# Big Data - Final Work - Scala

## Initial configuration for Spark + JVM

In [3]:
%%init_spark
launcher.master = "local[*]"
launcher.driver_memory = '20g'
launcher.executor_memory = '20g'
launcher.verbose = 'true'

In [None]:
%%init_spark
launcher.conf.set("spark.app.name", "scalaXgbTest")
launcher.num_executors = 3
launcher.executor_cores = 7 //launcher.conf.spark.executor.cores = 8
launcher.conf.spark.task.cpus = 6
launcher.driver_memory = '4g'
launcher.executor_memory = '4g'
launcher.conf.set("spark.executor.heartbeatInterval", "6000s")
launcher.conf.set("spark.yarn.scheduler.heartbeat.interval-ms", "10000s")
launcher.conf.set("spark.network.timeout", "10000s")
launcher.conf.set("spark.yarn.executor.memoryOverhead", "8192")
launcher.conf.set("spark.sql.catalogImplementation", "hive")
launcher.jars = ["file://some/jar.jar", "xgboost-maven-0.82/xgboost4j-spark-0.82.jar", "xgboost-maven-0.82/xgboost4j-0.82.jar"]

In [4]:
println(sc.appName)
println(sc.master)

spylon-kernel
local[*]


## General imports

In [5]:
import org.apache.spark.sql.types._      // include the Spark Types to define our schema
import org.apache.spark.sql.functions._  // include the Spark helper functions
import spark.implicits._                 // For implicit conversions like converting RDDs to DataFrames
import org.apache.spark.sql.expressions._

import org.apache.spark.sql.types._
import org.apache.spark.sql.functions._
import spark.implicits._
import org.apache.spark.sql.expressions._


## DB JSON schema

In [6]:
val location_schema =
    MapType(StringType,
        new StructType()
            .add("accuracy", DoubleType)
            .add("address", StringType)
            .add("altitude", DoubleType)
            .add("country", StringType)
            .add("latitude", DoubleType)
            .add("longitude", DoubleType)
            .add("provider", StringType)
            .add("timestamp", 
             new StructType()
                .add("date", LongType)
                .add("day", LongType)
                .add("hours", LongType)
                .add("month", LongType)
                .add("nanos", LongType)
                .add("seconds", LongType)
                .add("time", LongType)
                .add("timezoneOffset", LongType)
                .add("year", LongType)
            )
            .add("uid", StringType)
        )

val schema = new StructType()
    .add("locations", location_schema)
    .add("user-locations",
        MapType(StringType, location_schema)
    )
    .add("users",
        MapType(StringType,
            new StructType()
                .add("email", StringType)
                .add("username", StringType)
        )
    )

location_schema: org.apache.spark.sql.types.MapType = MapType(StringType,StructType(StructField(accuracy,DoubleType,true), StructField(address,StringType,true), StructField(altitude,DoubleType,true), StructField(country,StringType,true), StructField(latitude,DoubleType,true), StructField(longitude,DoubleType,true), StructField(provider,StringType,true), StructField(timestamp,StructType(StructField(date,LongType,true), StructField(day,LongType,true), StructField(hours,LongType,true), StructField(month,LongType,true), StructField(nanos,LongType,true), StructField(seconds,LongType,true), StructField(time,LongType,true), StructField(timezoneOffset,LongType,true), StructField(year,LongType,true)),true), StructField(uid,StringType,true)),true)
schema: org.apache.spark.sql.types.StructType = S...


## Import JSON DB

In [9]:
val df = spark.read.option("multiline", true).schema(schema).json("trackme-sample-data.json")

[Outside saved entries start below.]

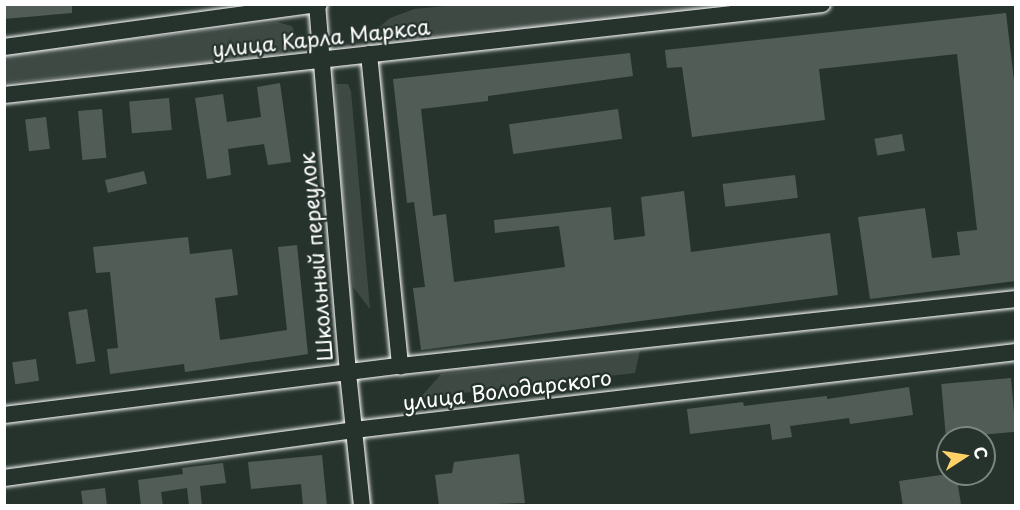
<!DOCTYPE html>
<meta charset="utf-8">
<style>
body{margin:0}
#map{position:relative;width:1020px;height:510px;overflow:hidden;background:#26332d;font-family:"Playpen Sans",sans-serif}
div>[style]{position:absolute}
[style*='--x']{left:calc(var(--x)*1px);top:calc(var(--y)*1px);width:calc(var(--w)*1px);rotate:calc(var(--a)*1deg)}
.green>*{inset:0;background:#3e4944}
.building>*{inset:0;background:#515c57;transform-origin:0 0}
.roads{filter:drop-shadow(0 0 2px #fff) drop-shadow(0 0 2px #fff)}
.minor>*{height:16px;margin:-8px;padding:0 8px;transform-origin:8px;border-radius:8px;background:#26332d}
span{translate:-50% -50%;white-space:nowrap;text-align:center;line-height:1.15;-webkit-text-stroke:4.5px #26332d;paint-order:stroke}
.street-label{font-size:21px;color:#fff}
.frame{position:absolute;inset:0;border:6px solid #fff;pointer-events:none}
.north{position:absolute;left:936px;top:426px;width:60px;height:60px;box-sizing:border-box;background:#26332d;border:2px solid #7d8581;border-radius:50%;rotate:78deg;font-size:16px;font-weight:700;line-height:24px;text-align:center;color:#fff}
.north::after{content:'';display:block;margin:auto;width:21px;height:27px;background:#ffd166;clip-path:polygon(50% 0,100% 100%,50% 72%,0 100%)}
</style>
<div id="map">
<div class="green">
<div style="clip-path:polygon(455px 5px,783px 5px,382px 47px,366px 44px,372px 33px,390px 18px,414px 9px)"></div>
<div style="clip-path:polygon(277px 22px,292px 26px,296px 36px,293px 48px,272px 56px,5px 83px,4px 53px)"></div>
<div style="clip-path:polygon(336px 84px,348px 84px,351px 91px,370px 309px,353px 287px,335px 128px)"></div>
<div style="clip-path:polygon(640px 351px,635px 373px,420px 398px,441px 374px)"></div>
</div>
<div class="building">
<div style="clip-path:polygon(4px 4px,72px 4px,72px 13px,4px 19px)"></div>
<div style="clip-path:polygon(1006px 13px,1016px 97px,1016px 281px,870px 299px,858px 217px,925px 208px,932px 258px,960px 255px,957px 232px,977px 230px,957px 54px,819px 69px,825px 120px,692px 137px,682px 67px,667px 68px,665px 50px)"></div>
<div style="clip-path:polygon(630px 53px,633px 76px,488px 96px,488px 101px,421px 109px,433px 216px,446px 214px,454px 282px,565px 267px,559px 226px,495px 233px,494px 220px,611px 207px,614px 240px,645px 236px,641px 197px,684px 191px,691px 252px,830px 233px,838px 295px,421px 350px,413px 288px,425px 287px,414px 202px,407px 203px,393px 79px)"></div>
<div style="clip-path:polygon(280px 83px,291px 162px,268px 165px,264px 144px,228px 149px,231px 175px,207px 179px,195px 98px,223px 94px,227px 122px,261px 117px,257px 87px)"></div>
<div style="left:169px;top:98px;width:32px;height:40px;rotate:85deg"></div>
<div style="left:102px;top:109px;width:49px;height:24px;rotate:85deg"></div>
<div style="left:618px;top:109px;width:30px;height:110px;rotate:82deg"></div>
<div style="left:46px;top:117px;width:32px;height:21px;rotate:83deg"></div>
<div style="left:902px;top:134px;width:17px;height:28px;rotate:80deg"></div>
<div style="left:144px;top:171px;width:13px;height:40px;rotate:77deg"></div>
<div style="left:795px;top:175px;width:23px;height:73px;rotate:83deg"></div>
<div style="clip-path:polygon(188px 237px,190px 254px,232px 249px,238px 295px,215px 298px,220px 340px,287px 330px,278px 247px,297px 245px,308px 354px,185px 372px,184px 364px,110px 374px,107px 349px,118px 348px,110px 272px,96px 273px,93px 247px)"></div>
<div style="left:87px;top:309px;width:53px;height:19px;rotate:81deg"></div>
<div style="left:36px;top:359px;width:22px;height:24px;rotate:82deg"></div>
<div style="left:1011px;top:378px;width:54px;height:70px;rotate:85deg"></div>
<div style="clip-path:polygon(909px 387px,913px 415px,850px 424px,849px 418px,790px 426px,792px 437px,772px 440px,770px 424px,690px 434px,687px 409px,743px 402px,744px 406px,827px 396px,827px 399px)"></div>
<div style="clip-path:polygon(519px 454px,525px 503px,439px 506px,435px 475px,452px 473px,454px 462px)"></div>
<div style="clip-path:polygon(322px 455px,327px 506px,303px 506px,301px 484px,251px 489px,248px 462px)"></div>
<div style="clip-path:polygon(223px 463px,226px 483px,200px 486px,202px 506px,189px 506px,187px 488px,161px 492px,163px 506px,141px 506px,138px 480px,183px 474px,182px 468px)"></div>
<div style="clip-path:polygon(948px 474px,956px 474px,961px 504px,903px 506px,899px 481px)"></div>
<div style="clip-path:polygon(105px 488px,107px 506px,83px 506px,81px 491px)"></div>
</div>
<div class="roads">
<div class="minor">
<div style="--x:317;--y:4;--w:370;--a:85.2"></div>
<div style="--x:348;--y:373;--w:134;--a:84"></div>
<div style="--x:4;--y:47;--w:318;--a:-7.8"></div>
<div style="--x:369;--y:54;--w:314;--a:84.3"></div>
<div style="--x:4;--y:95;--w:823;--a:-6.35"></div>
<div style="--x:4;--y:415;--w:399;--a:-7.1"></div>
<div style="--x:400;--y:366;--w:620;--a:-6.21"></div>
<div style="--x:4;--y:478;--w:353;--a:-7.8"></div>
<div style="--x:354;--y:430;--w:667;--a:-6.72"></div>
</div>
</div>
<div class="street-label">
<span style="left:321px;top:37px;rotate:-6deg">улица Карла Маркса</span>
<span style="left:315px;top:257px;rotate:-95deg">Школьный переулок</span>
<span style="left:507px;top:389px;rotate:-7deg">улица Володарского</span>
</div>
<div class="frame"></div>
<div class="north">С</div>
</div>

df: org.apache.spark.sql.DataFrame = [locations: map<string,struct<accuracy:double,address:string,altitude:double,country:string,latitude:double,longitude:double,provider:string,timestamp:struct<date:bigint,day:bigint,hours:bigint,month:bigint,nanos:bigint,seconds:bigint,time:bigint,timezoneOffset:bigint,year:bigint>,uid:string>>, user-locations: map<string,map<string,struct<accuracy:double,address:string,altitude:double,country:string,latitude:double,longitude:double,provider:string,timestamp:struct<date:bigint,day:bigint,hours:bigint,month:bigint,nanos:bigint,seconds:bigint,time:bigint,timezoneOffset:bigint,year:bigint>,uid:string>>> ... 1 more field]


In [10]:
df.printSchema()

root
 |-- locations: map (nullable = true)
 |    |-- key: string
 |    |-- value: struct (valueContainsNull = true)
 |    |    |-- accuracy: double (nullable = true)
 |    |    |-- address: string (nullable = true)
 |    |    |-- altitude: double (nullable = true)
 |    |    |-- country: string (nullable = true)
 |    |    |-- latitude: double (nullable = true)
 |    |    |-- longitude: double (nullable = true)
 |    |    |-- provider: string (nullable = true)
 |    |    |-- timestamp: struct (nullable = true)
 |    |    |    |-- date: long (nullable = true)
 |    |    |    |-- day: long (nullable = true)
 |    |    |    |-- hours: long (nullable = true)
 |    |    |    |-- month: long (nullable = true)
 |    |    |    |-- nanos: long (nullable = true)
 |    |    |    |-- seconds: long (nullable = true)
 |    |    |    |-- time: long (nullable = true)
 |    |    |    |-- timezoneOffset: long (nullable = true)
 |    |    |    |-- year: long (nullable = true)
 |    |    |-- uid: string (

## Breakdown raw DB into contextual structures

In [11]:
val locationsDF = df.select(explode($"locations") as Seq("timestamp_id", "value"))
val userLocationsDF = df.select(explode($"user-locations") as Seq("uid", "timestamp"))
val usersDF = df.select(explode($"users") as Seq("uid", "user_attr"))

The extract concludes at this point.